Work instructions:
Skip the images. Copy the records exactly as written.

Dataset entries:
---*---

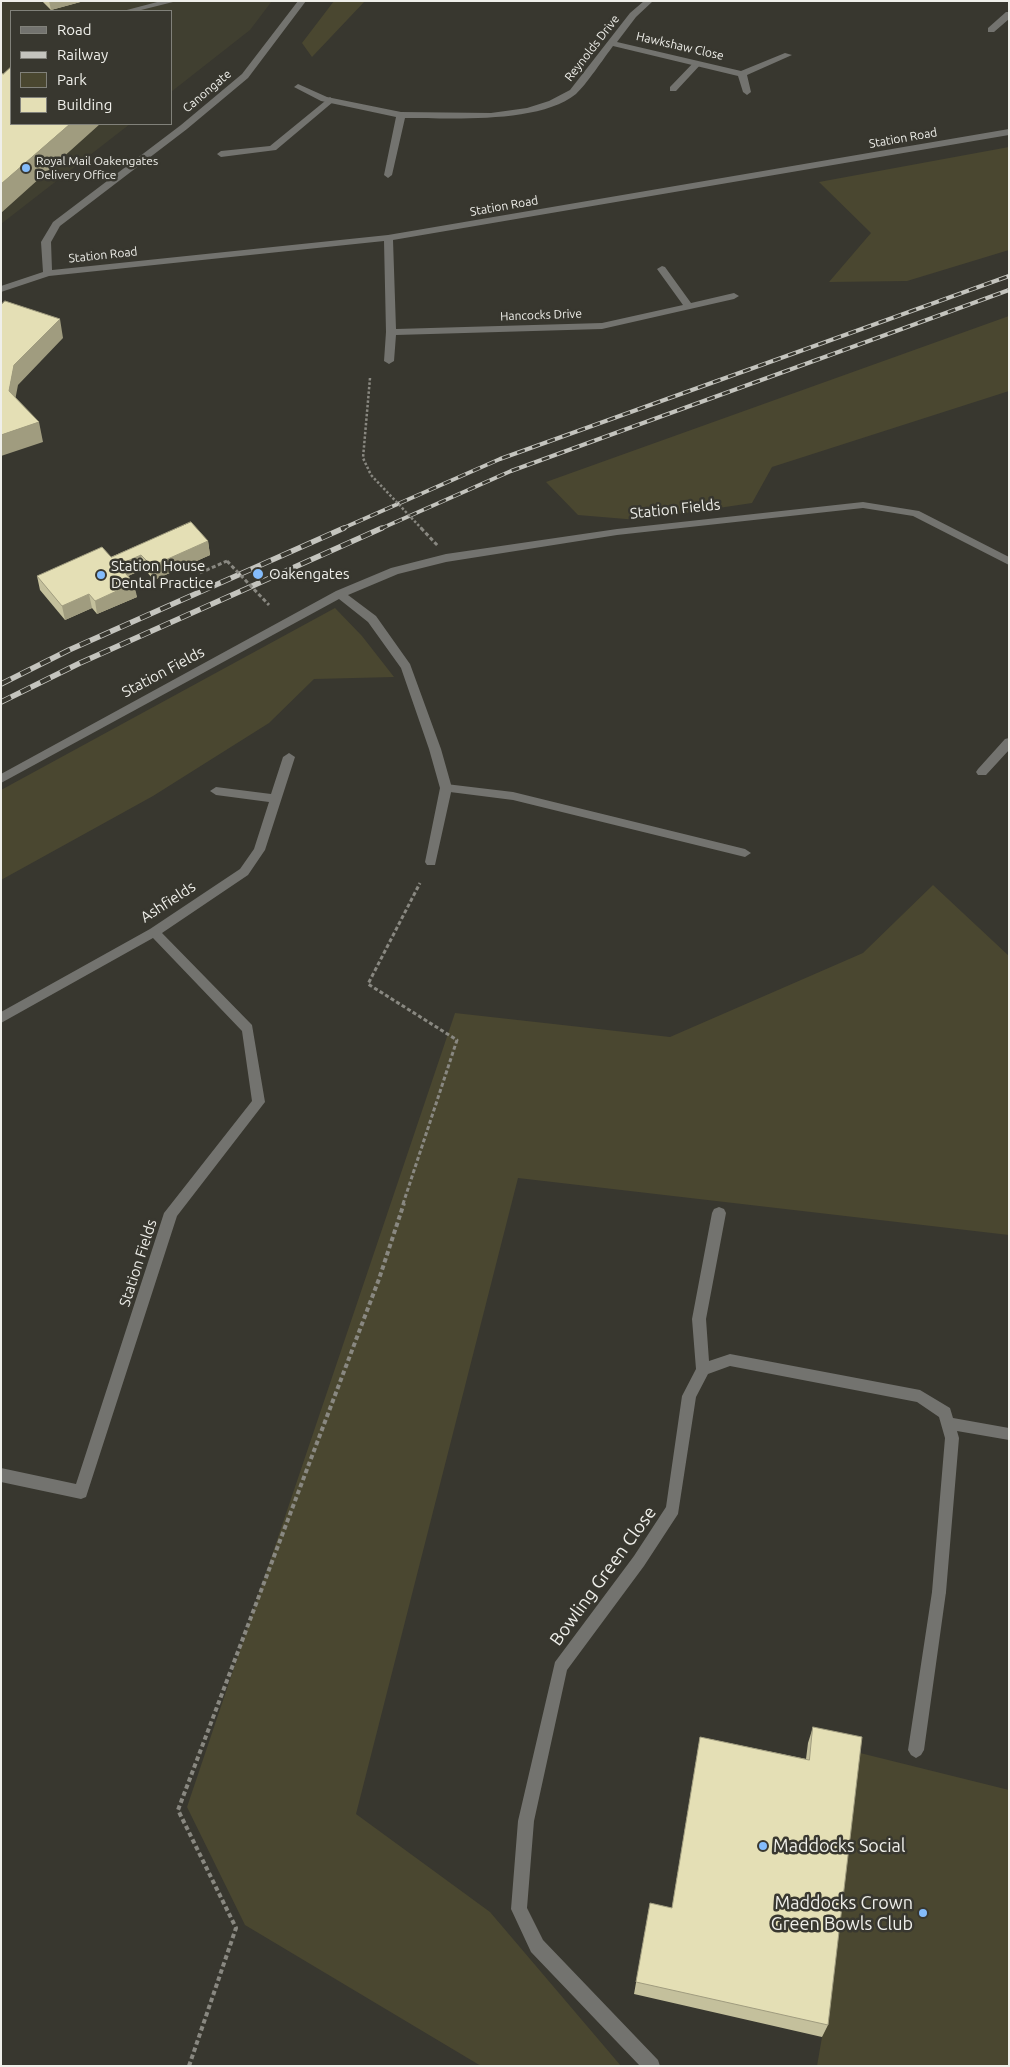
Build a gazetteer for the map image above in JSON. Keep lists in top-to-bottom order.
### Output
{
  "streets": {
    "street": [
      "Hawkshaw Close",
      "Reynolds Drive",
      "Canongate",
      "Station Road",
      "Hancocks Drive",
      "Station Fields",
      "Ashfields",
      "Bowling Green Close"
    ]
  },
  "crossings": [
    ["Hawkshaw Close", "Reynolds Drive"],
    ["Canongate", "Station Road"],
    ["Station Fields", "Ashfields"]
  ],
  "places": [
    "Royal Mail Oakengates Delivery Office",
    "Oakengates",
    "Station House Dental Practice",
    "Maddocks Social",
    "Maddocks Crown Green Bowls Club"
  ],
  "legend": [
    "Road",
    "Railway",
    "Park",
    "Building"
  ]
}
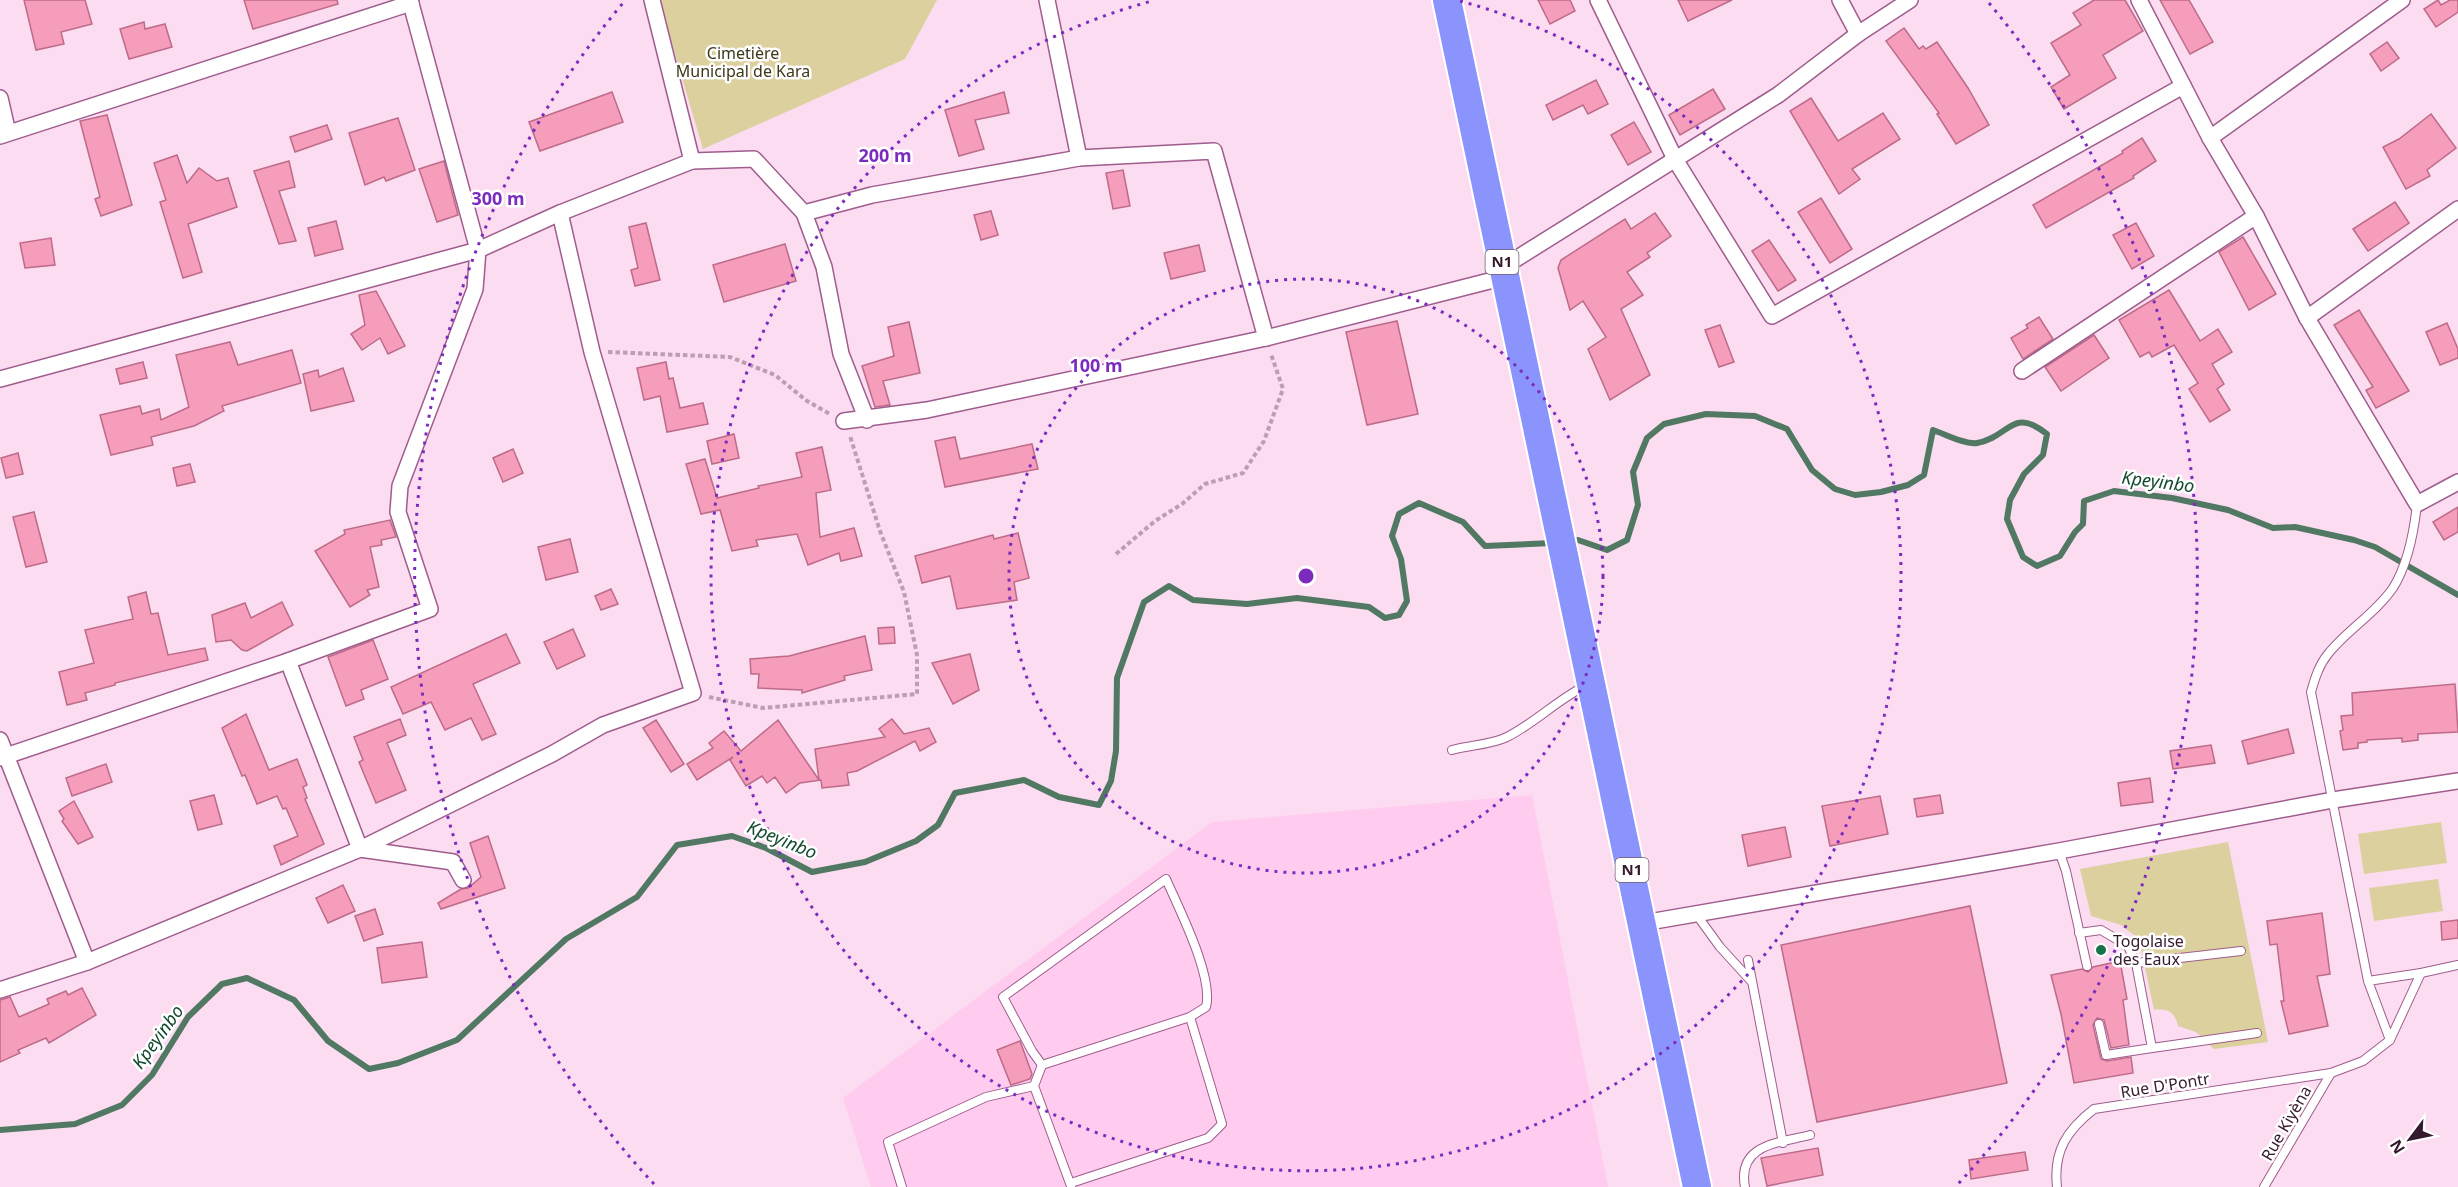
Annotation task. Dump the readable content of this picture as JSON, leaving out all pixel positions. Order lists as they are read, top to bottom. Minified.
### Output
{"streets":{"highway":["N1"],"lane":["Rue D'Pontr","Rue Kiyèna"]},"crossings":[["Rue D'Pontr","Rue Kiyèna"]],"water":["Kpeyinbo"],"parks":["Cimetière Municipal de Kara"],"places":["Togolaise des Eaux"],"north":"bottom left","rings":["200 m","300 m","100 m"]}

---*---

Task result:
Build a gazetteer for the map image above in JSON. Keep lists in top-to-bottom order.
### Output
{
  "streets": {
    "street": [
      "Hawkshaw Close",
      "Reynolds Drive",
      "Canongate",
      "Station Road",
      "Hancocks Drive",
      "Station Fields",
      "Ashfields",
      "Bowling Green Close"
    ]
  },
  "crossings": [
    ["Hawkshaw Close", "Reynolds Drive"],
    ["Canongate", "Station Road"],
    ["Station Fields", "Ashfields"]
  ],
  "places": [
    "Royal Mail Oakengates Delivery Office",
    "Oakengates",
    "Station House Dental Practice",
    "Maddocks Social",
    "Maddocks Crown Green Bowls Club"
  ],
  "legend": [
    "Road",
    "Railway",
    "Park",
    "Building"
  ]
}
Annotation task. Dump the readable content of this picture as JSON, leaving out all pixel positions. Order lists as they are read, top to bottom. Minified.
### Output
{"streets":{"highway":["N1"],"lane":["Rue D'Pontr","Rue Kiyèna"]},"crossings":[["Rue D'Pontr","Rue Kiyèna"]],"water":["Kpeyinbo"],"parks":["Cimetière Municipal de Kara"],"places":["Togolaise des Eaux"],"north":"bottom left","rings":["200 m","300 m","100 m"]}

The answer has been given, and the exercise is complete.